------ Excerpted data

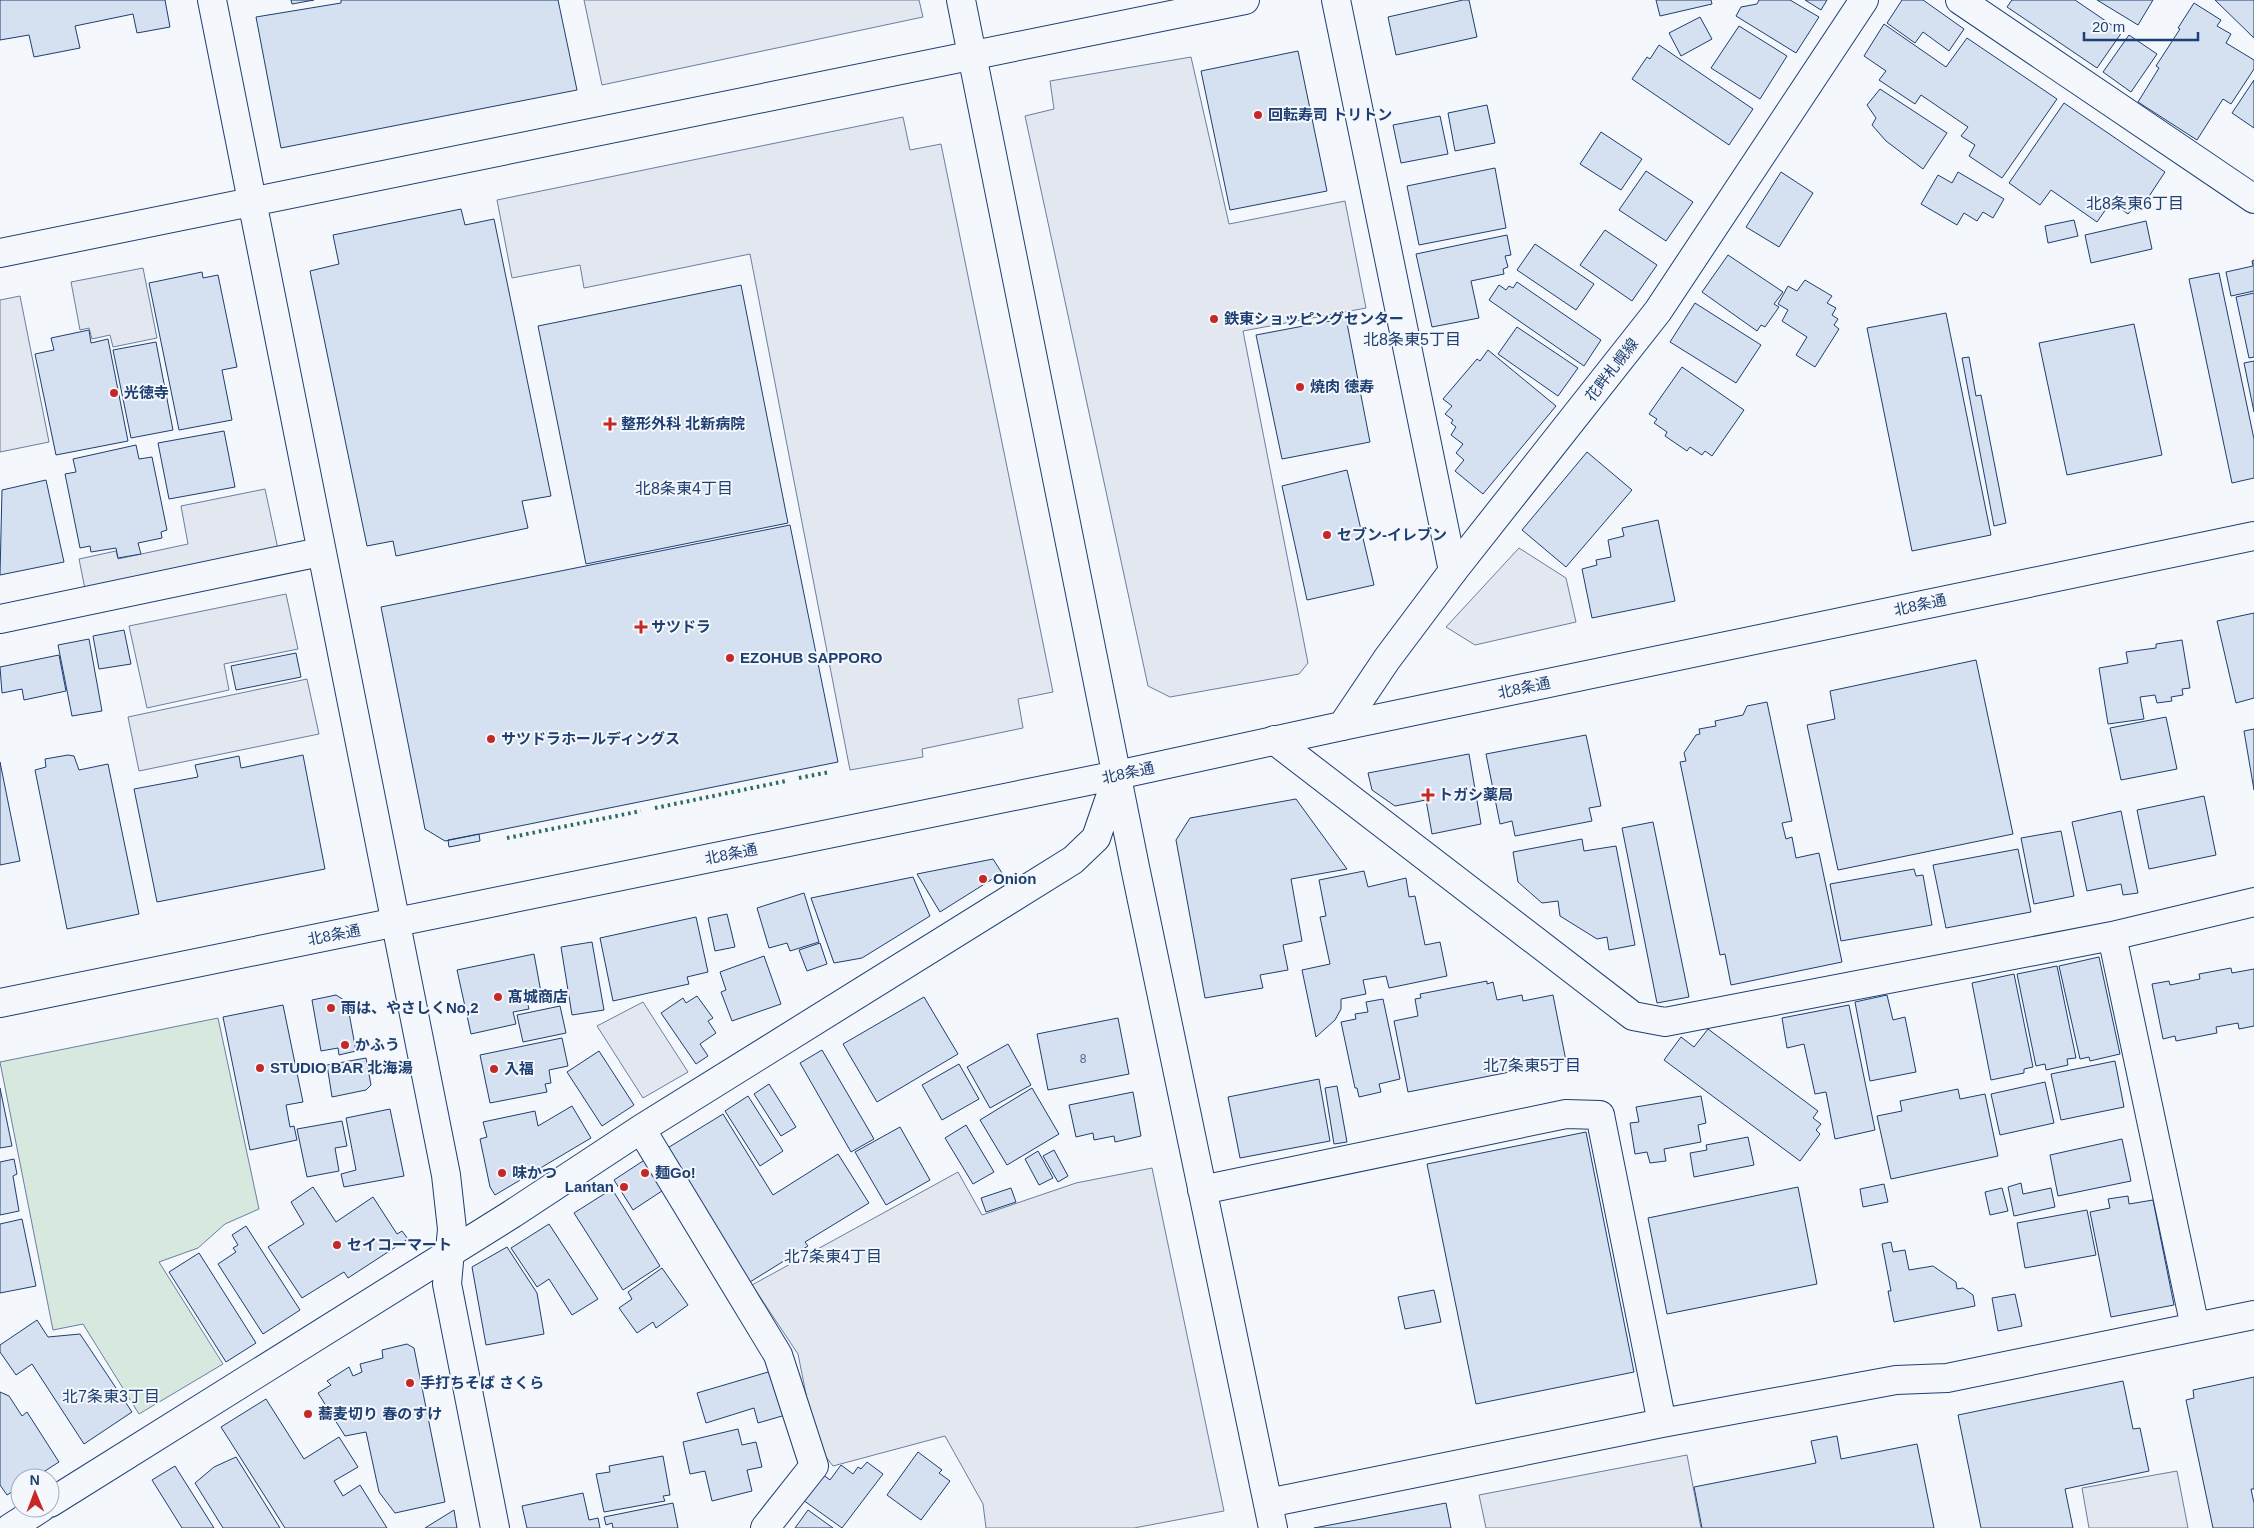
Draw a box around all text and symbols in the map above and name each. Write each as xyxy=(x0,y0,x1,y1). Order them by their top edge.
scale bar xyxy=(2084,10,2198,42)
text: 20 m xyxy=(2092,18,2125,35)
place label: 回転寿司 トリトン xyxy=(1268,106,1392,123)
marker: 回転寿司 トリトン xyxy=(1252,109,1264,121)
district label: 北8条東6丁目 xyxy=(2086,195,2184,212)
place label: 鉄東ショッピングセンター xyxy=(1224,310,1404,327)
marker: 鉄東ショッピングセンター xyxy=(1208,313,1220,325)
district label: 北8条東5丁目 xyxy=(1363,331,1461,348)
street label: 花畔札幌線 xyxy=(1582,335,1641,404)
place label: 焼肉 徳寿 xyxy=(1310,378,1374,395)
marker: 焼肉 徳寿 xyxy=(1294,381,1306,393)
place label: 光徳寺 xyxy=(124,384,169,401)
marker: 光徳寺 xyxy=(108,387,120,399)
place label: 整形外科 北新病院 xyxy=(621,415,745,432)
marker: 整形外科 北新病院 xyxy=(603,417,617,431)
district label: 北8条東4丁目 xyxy=(635,480,733,497)
place label: セブン-イレブン xyxy=(1337,526,1447,543)
marker: セブン-イレブン xyxy=(1321,529,1333,541)
street label: 北8条通 xyxy=(1892,591,1948,618)
place label: サツドラ xyxy=(651,618,711,635)
marker: サツドラ xyxy=(635,621,647,633)
place label: EZOHUB SAPPORO xyxy=(740,649,883,666)
marker: EZOHUB SAPPORO xyxy=(724,652,736,664)
street label: 北8条通 xyxy=(1496,674,1552,701)
place label: サツドラホールディングス xyxy=(501,730,680,747)
marker: サツドラホールディングス xyxy=(485,733,497,745)
street label: 北8条通 xyxy=(1100,759,1156,786)
place label: トガシ薬局 xyxy=(1438,786,1513,803)
marker: トガシ薬局 xyxy=(1422,789,1434,801)
street label: 北8条通 xyxy=(703,840,759,867)
place label: Onion xyxy=(993,870,1036,887)
marker: Onion xyxy=(977,873,989,885)
street label: 北8条通 xyxy=(306,921,362,948)
place label: 髙城商店 xyxy=(508,988,568,1005)
marker: 髙城商店 xyxy=(492,991,504,1003)
place label: 雨は、やさしくNo,2 xyxy=(341,999,479,1016)
marker: 雨は、やさしくNo,2 xyxy=(325,1002,337,1014)
place label: かふう xyxy=(355,1036,400,1053)
marker: かふう xyxy=(339,1039,351,1051)
house number: 8 xyxy=(1080,1052,1087,1066)
district label: 北7条東5丁目 xyxy=(1483,1057,1581,1074)
place label: STUDIO BAR 北海湯 xyxy=(270,1059,413,1076)
place label: 入福 xyxy=(504,1060,534,1077)
marker: STUDIO BAR 北海湯 xyxy=(254,1062,266,1074)
marker: 入福 xyxy=(488,1063,500,1075)
place label: 味かつ xyxy=(512,1164,557,1181)
place label: 麺Go! xyxy=(655,1164,696,1181)
marker: 味かつ xyxy=(496,1167,508,1179)
marker: 麺Go! xyxy=(639,1167,651,1179)
place label: Lantan xyxy=(565,1178,614,1195)
marker: Lantan xyxy=(618,1181,630,1193)
place label: セイコーマート xyxy=(347,1236,452,1253)
marker: セイコーマート xyxy=(331,1239,343,1251)
district label: 北7条東4丁目 xyxy=(784,1248,882,1265)
place label: 手打ちそば さくら xyxy=(420,1374,544,1391)
marker: 手打ちそば さくら xyxy=(404,1377,416,1389)
district label: 北7条東3丁目 xyxy=(62,1388,160,1405)
place label: 蕎麦切り 春のすけ xyxy=(318,1405,442,1422)
marker: 蕎麦切り 春のすけ xyxy=(302,1408,314,1420)
north arrow xyxy=(10,1468,60,1518)
text: N xyxy=(30,1472,40,1488)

------------

Work required: All entries above are to be set down word for word, and the pictures are to be left out.

Task output:
Draw a box around all text and symbols in the map above and name each. Write each as xyxy=(x0,y0,x1,y1). Order them by their top edge.
scale bar xyxy=(2084,10,2198,42)
text: 20 m xyxy=(2092,18,2125,35)
place label: 回転寿司 トリトン xyxy=(1268,106,1392,123)
marker: 回転寿司 トリトン xyxy=(1252,109,1264,121)
district label: 北8条東6丁目 xyxy=(2086,195,2184,212)
place label: 鉄東ショッピングセンター xyxy=(1224,310,1404,327)
marker: 鉄東ショッピングセンター xyxy=(1208,313,1220,325)
district label: 北8条東5丁目 xyxy=(1363,331,1461,348)
street label: 花畔札幌線 xyxy=(1582,335,1641,404)
place label: 焼肉 徳寿 xyxy=(1310,378,1374,395)
marker: 焼肉 徳寿 xyxy=(1294,381,1306,393)
place label: 光徳寺 xyxy=(124,384,169,401)
marker: 光徳寺 xyxy=(108,387,120,399)
place label: 整形外科 北新病院 xyxy=(621,415,745,432)
marker: 整形外科 北新病院 xyxy=(603,417,617,431)
district label: 北8条東4丁目 xyxy=(635,480,733,497)
place label: セブン-イレブン xyxy=(1337,526,1447,543)
marker: セブン-イレブン xyxy=(1321,529,1333,541)
street label: 北8条通 xyxy=(1892,591,1948,618)
place label: サツドラ xyxy=(651,618,711,635)
marker: サツドラ xyxy=(635,621,647,633)
place label: EZOHUB SAPPORO xyxy=(740,649,883,666)
marker: EZOHUB SAPPORO xyxy=(724,652,736,664)
street label: 北8条通 xyxy=(1496,674,1552,701)
place label: サツドラホールディングス xyxy=(501,730,680,747)
marker: サツドラホールディングス xyxy=(485,733,497,745)
street label: 北8条通 xyxy=(1100,759,1156,786)
place label: トガシ薬局 xyxy=(1438,786,1513,803)
marker: トガシ薬局 xyxy=(1422,789,1434,801)
street label: 北8条通 xyxy=(703,840,759,867)
place label: Onion xyxy=(993,870,1036,887)
marker: Onion xyxy=(977,873,989,885)
street label: 北8条通 xyxy=(306,921,362,948)
place label: 髙城商店 xyxy=(508,988,568,1005)
marker: 髙城商店 xyxy=(492,991,504,1003)
place label: 雨は、やさしくNo,2 xyxy=(341,999,479,1016)
marker: 雨は、やさしくNo,2 xyxy=(325,1002,337,1014)
place label: かふう xyxy=(355,1036,400,1053)
marker: かふう xyxy=(339,1039,351,1051)
house number: 8 xyxy=(1080,1052,1087,1066)
district label: 北7条東5丁目 xyxy=(1483,1057,1581,1074)
place label: STUDIO BAR 北海湯 xyxy=(270,1059,413,1076)
place label: 入福 xyxy=(504,1060,534,1077)
marker: STUDIO BAR 北海湯 xyxy=(254,1062,266,1074)
marker: 入福 xyxy=(488,1063,500,1075)
place label: 味かつ xyxy=(512,1164,557,1181)
place label: 麺Go! xyxy=(655,1164,696,1181)
marker: 味かつ xyxy=(496,1167,508,1179)
marker: 麺Go! xyxy=(639,1167,651,1179)
place label: Lantan xyxy=(565,1178,614,1195)
marker: Lantan xyxy=(618,1181,630,1193)
place label: セイコーマート xyxy=(347,1236,452,1253)
marker: セイコーマート xyxy=(331,1239,343,1251)
district label: 北7条東4丁目 xyxy=(784,1248,882,1265)
place label: 手打ちそば さくら xyxy=(420,1374,544,1391)
marker: 手打ちそば さくら xyxy=(404,1377,416,1389)
district label: 北7条東3丁目 xyxy=(62,1388,160,1405)
place label: 蕎麦切り 春のすけ xyxy=(318,1405,442,1422)
marker: 蕎麦切り 春のすけ xyxy=(302,1408,314,1420)
north arrow xyxy=(10,1468,60,1518)
text: N xyxy=(30,1472,40,1488)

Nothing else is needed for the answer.